Este domingo, voté En Contra. Esto se debió a muchos elementos del contenido del texto propuesto: el falso “Estado Social” o el “interés superior” del niño que no es tal, los cambios políticos que favorecen a un solo sector, las medidas tributarias regresivas, entre otras. Pero lo cierto es que la principal razón de mi voto tuvo que ver con lo que aquí he expuesto. Porque si ganaba el “A Favor”, los vencedores volverían a leer los resultados a su antojo y habrían gritado a los cuatro vientos que es “Chile” quien respalda sus ideas, sin siquiera preguntarse cuántos de los votos recibidos no eran realmente a favor del texto propuesto, sino que en contra del gobierno o en pos de terminar con el tema constituyente –razones que ellos mismos levantaron, sin ir más lejos. No se habrían cuestionado si acaso quienes votaron a favor por que el texto los convencía y no por esas otras razones eran solo una minoría y, por lo tanto, no había razón para que hicieran esfuerzos para intentar que esa adhesión creciera una vez que el texto fuera implementado. Y así, lo más probable es que esa Constitución habría tenido una vida breve y que el juego volvería a derrumbarse bajo nuestros pies, y los unos de nuevo acusarían a los otros de conspirar contra ellos y los otros otra vez creerían que la ciudadanía se levantaba contra las ideas de los unos, y como una rueda en el barro seguiríamos girando y girando, pero sin movernos. Estaríamos condenados a quedarnos en el mismo lugar en que estamos desde el 2019 y sin que nadie asumiera la profunda crisis en la que estamos ni, mucho menos, la responsabilidad que le cabe a cada quien en ello.

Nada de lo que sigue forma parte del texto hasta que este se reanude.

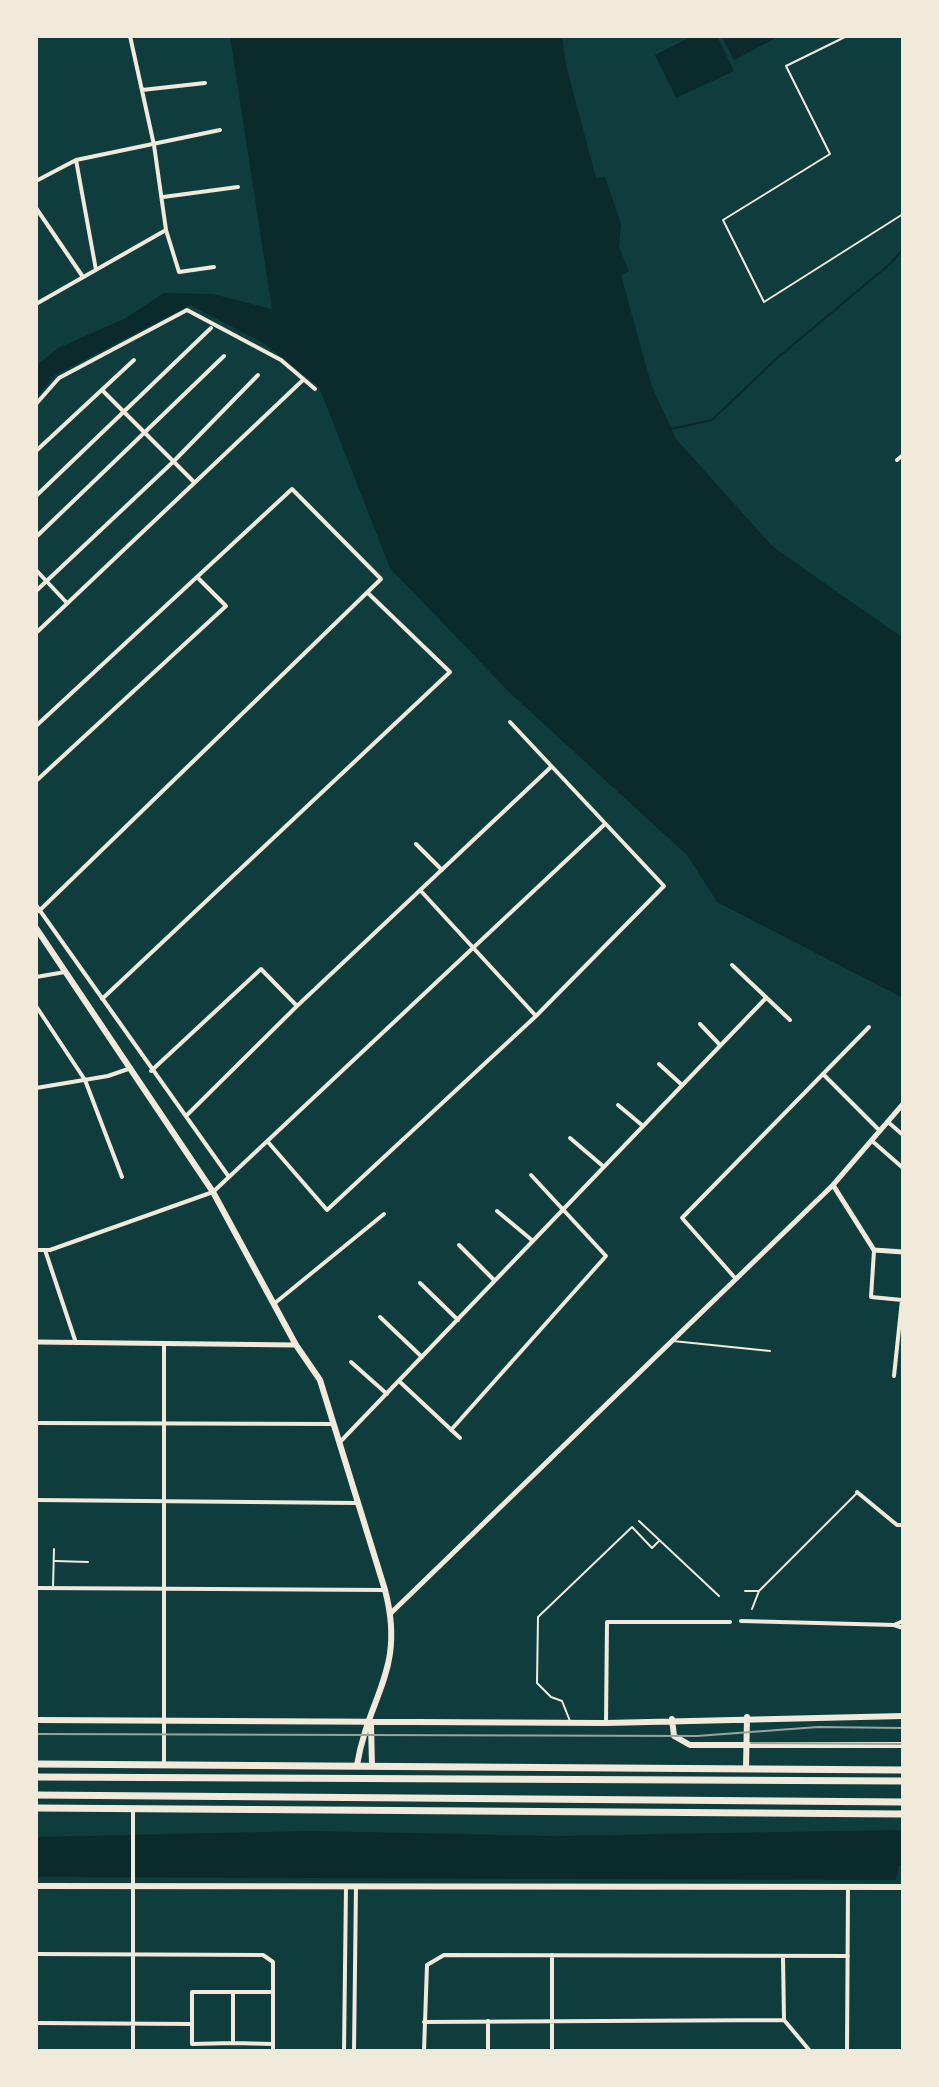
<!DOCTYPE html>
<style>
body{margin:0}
#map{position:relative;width:939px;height:2087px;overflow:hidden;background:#0f3d3e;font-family:"Noto Sans",sans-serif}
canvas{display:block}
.frame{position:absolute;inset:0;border:38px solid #f1e9da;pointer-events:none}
</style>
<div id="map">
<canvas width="939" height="2087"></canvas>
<div class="frame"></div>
</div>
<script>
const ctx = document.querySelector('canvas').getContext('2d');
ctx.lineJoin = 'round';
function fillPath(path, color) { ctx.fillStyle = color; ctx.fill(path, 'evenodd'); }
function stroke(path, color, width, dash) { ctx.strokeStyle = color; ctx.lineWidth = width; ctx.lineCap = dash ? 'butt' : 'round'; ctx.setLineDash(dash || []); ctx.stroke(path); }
fillPath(new Path2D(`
 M230,36H562L566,65L596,178L605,177L621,224L619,247L629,271L621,275L651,384L676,439L773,547L903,638V998L717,902L687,855L510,693L390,568L319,387L265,344L190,305L55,375L36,398V366L58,348L124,319L164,293L213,294L272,309Z
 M693,36H717L734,71L676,98L655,55Z
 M722,36H780L734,60Z
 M896,1830L903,1831V1865L899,1866L896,1880L36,1877V1837L311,1831L555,1836Z`), '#0a2a2b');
stroke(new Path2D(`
 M671,429L712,420L776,359L891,263L903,249`), '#0a2a2b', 2);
stroke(new Path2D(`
 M847,36L786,66L830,154L723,220L764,302L903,214
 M673,1341L770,1351
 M639,1521L719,1596
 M55,1561L88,1562
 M53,1587L54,1549
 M745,1591H759L752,1609
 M759,1591L857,1493
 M570,1721L562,1701L551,1697L537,1683L538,1617L632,1527L652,1548L659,1541`), '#f1e9da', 2);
stroke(new Path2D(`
 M130,36L154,145L166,230L179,272L214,267
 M142,90L205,83
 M76,160L96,270
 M36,181L76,160L220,130
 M163,197L238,187
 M36,208L83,277
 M36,304L166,230
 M102,390L193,481
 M36,404L59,378L187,310L281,360L315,389
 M36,451L134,360
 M897,460L903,455
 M36,496L211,328
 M36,537L224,356
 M36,570L67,603
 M36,591L174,461L258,375
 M36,633L303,380
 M36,726L292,489L381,579L39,911
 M36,781L226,606L198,578
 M416,844L442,870
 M420,890L536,1016
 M36,905L229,1177
 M732,965L790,1020
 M36,977L65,972
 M102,999L450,672L369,594
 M36,1006L85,1080L122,1177
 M700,1024L720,1045
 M659,1064L682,1085
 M151,1071L261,969L297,1006
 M823,1074L880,1131
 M36,1088L108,1076L131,1068
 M618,1105L643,1126
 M186,1116L297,1006L551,767
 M888,1122L903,1135
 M570,1138L604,1167
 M871,1140L903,1168
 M268,1142L327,1210L536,1016L664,886L510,722
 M497,1211L533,1241
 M459,1245L494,1280
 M36,1250H50L213,1192L605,824
 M45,1250L76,1343
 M874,1251L871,1297L902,1300L894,1376
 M736,1279L682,1218L869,1027
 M420,1283L458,1320
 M275,1303L384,1214
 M380,1317L422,1357
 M164,1344V1765
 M351,1362L387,1394
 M399,1381L460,1438
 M36,1423L334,1424
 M451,1430L606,1256L531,1175
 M340,1442L766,998
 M857,1492L897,1525H903
 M36,1500L358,1503
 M36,1588L385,1590
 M741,1621L894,1625
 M903,1621L894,1625L903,1628
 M606,1723L607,1622H730
 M133,1808V2051
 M36,1954L263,1955L273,1962V2051
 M552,1955V2051
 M783,1957L784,2020L810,2051
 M192,1992H233V2043L192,2044Z
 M233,1992H273
 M424,2022L784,2020
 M36,2023L192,2024
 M233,2043L273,2044
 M344,2051L346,1886
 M354,2051L356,1886
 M424,2051L427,1965L444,1955L848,1956
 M488,2051V2021
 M847,2051L848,1887`), '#f1e9da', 4);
stroke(new Path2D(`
 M833,1185L874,1250L903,1252
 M36,1342L296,1345
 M391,1613L833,1185L903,1104`), '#f1e9da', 5);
stroke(new Path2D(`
 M36,928L213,1192L296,1345L320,1380L385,1590C406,1670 369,1694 357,1765
 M672,1719L674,1736L690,1745H903
 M36,1720L606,1723L903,1716
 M371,1725L372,1765
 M746,1768L747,1717
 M36,1886L903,1887`), '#f1e9da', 6);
stroke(new Path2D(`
 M36,1764L903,1770
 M36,1777L903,1781
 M36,1795L903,1802
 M36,1808L903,1814`), '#f1e9da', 7);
stroke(new Path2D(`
 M36,1734L697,1736L818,1727L903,1728
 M751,1743L903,1744`), '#97a49c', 2);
</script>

Si ganaba el “A Favor”, los vencedores volverían a leer los resultados a su antojo y habrían gritado a los cuatro vientos que es “Chile” quien respalda sus ideas.
La victoria del “En Contra” nos obliga a mirar todos de frente el fracaso. Para la izquierda, es aceptar que la Constitución de 1980 nos seguirá rigiendo y por un buen tiempo más. Para la derecha, es despedirse de manera definitiva de algunos de los candados constitucionales que durante décadas defendieron con uñas y dientes. Para nosotros, la ciudadanía, es saber que no nos satisface nuestro actual “pacto social”– lo dijimos fuerte y claro en el plebiscito de 2020– y que, sin embargo, tendremos que contentarnos con seguir regidos por este dado que ni nuestros grupos dirigentes ni nosotros mismos fuimos capaces de construir uno nuevo. No estamos en un escenario idílico sino todo lo contrario, pero al menos nadie podrá capitalizar la victoria, porque no habrá victoria alguna que capitalizar. Y es esta derrota colectiva el único escenario en que veo una posibilidad de que podamos mirar la crisis de frente, mirarnos entre nosotros con la humildad que entrega una derrota, y entender que de esta crisis no saldremos si no es construyendo un nuevo relato. Que o armamos un nuevo juego entre todos o simplemente no habrá nada qué jugar. Es más profundo que “escribir” una Constitución. Es construir una verdadera comunidad política.
No veo otro camino para salir de este abismo al que hemos caído. Asumir nuestro fracaso constituyente es un paso necesario para comenzar a andarlo.